(Dataset entries)
********************
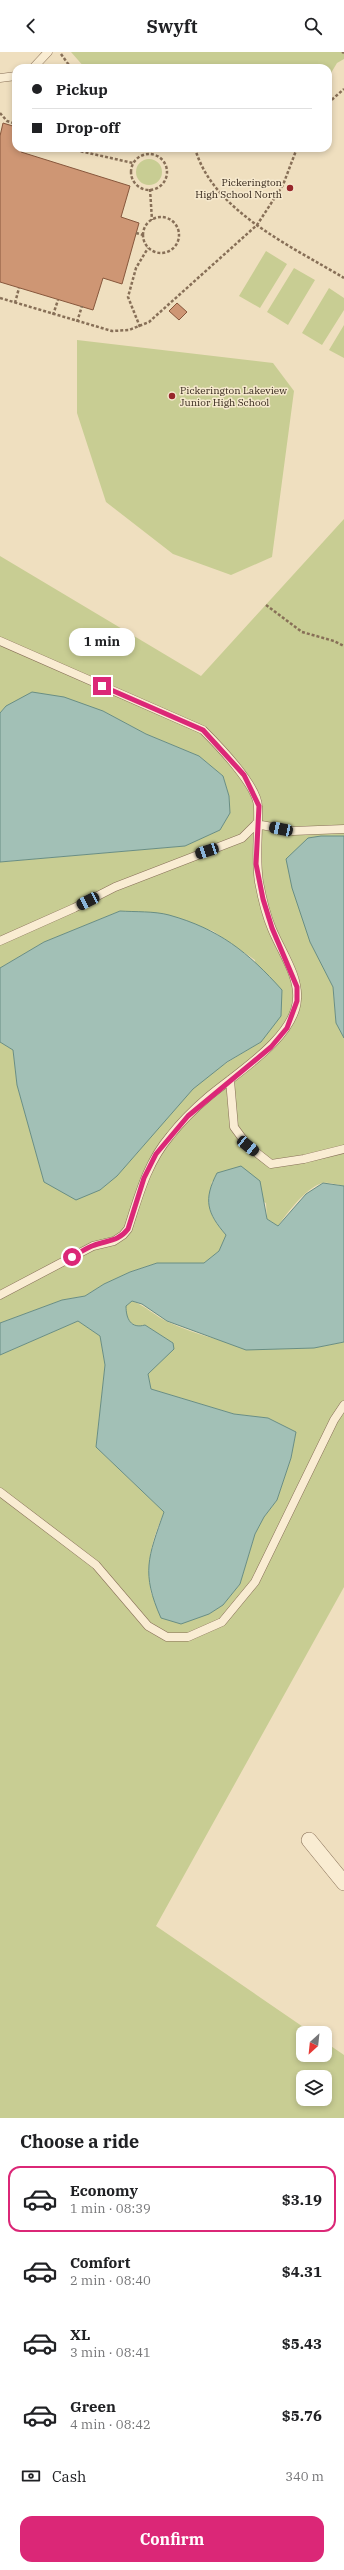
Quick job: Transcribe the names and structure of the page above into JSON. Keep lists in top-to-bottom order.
{
  "places": ["Pickerington High School North", "Pickerington Lakeview Junior High School"],
  "north": "bottom left",
  "page": {
    "header": "Swyft",
    "banner": ["Pickup", "Drop-off"],
    "bubble": "1 min",
    "heading": "Choose a ride",
    "list": [
      {
        "name": "Economy",
        "note": "1 min · 08:39",
        "value": "$3.19"
      },
      {
        "name": "Comfort",
        "note": "2 min · 08:40",
        "value": "$4.31"
      },
      {
        "name": "XL",
        "note": "3 min · 08:41",
        "value": "$5.43"
      },
      {
        "name": "Green",
        "note": "4 min · 08:42",
        "value": "$5.76"
      }
    ],
    "pay": ["Cash", "340 m"],
    "buttons": "Confirm"
  }
}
********************
Leave the pictures behind and transcribe every record above exactly.

Quick job: Transcribe the names and structure of the page above into JSON. Keep lists in top-to-bottom order.
{
  "places": ["Pickerington High School North", "Pickerington Lakeview Junior High School"],
  "north": "bottom left",
  "page": {
    "header": "Swyft",
    "banner": ["Pickup", "Drop-off"],
    "bubble": "1 min",
    "heading": "Choose a ride",
    "list": [
      {
        "name": "Economy",
        "note": "1 min · 08:39",
        "value": "$3.19"
      },
      {
        "name": "Comfort",
        "note": "2 min · 08:40",
        "value": "$4.31"
      },
      {
        "name": "XL",
        "note": "3 min · 08:41",
        "value": "$5.43"
      },
      {
        "name": "Green",
        "note": "4 min · 08:42",
        "value": "$5.76"
      }
    ],
    "pay": ["Cash", "340 m"],
    "buttons": "Confirm"
  }
}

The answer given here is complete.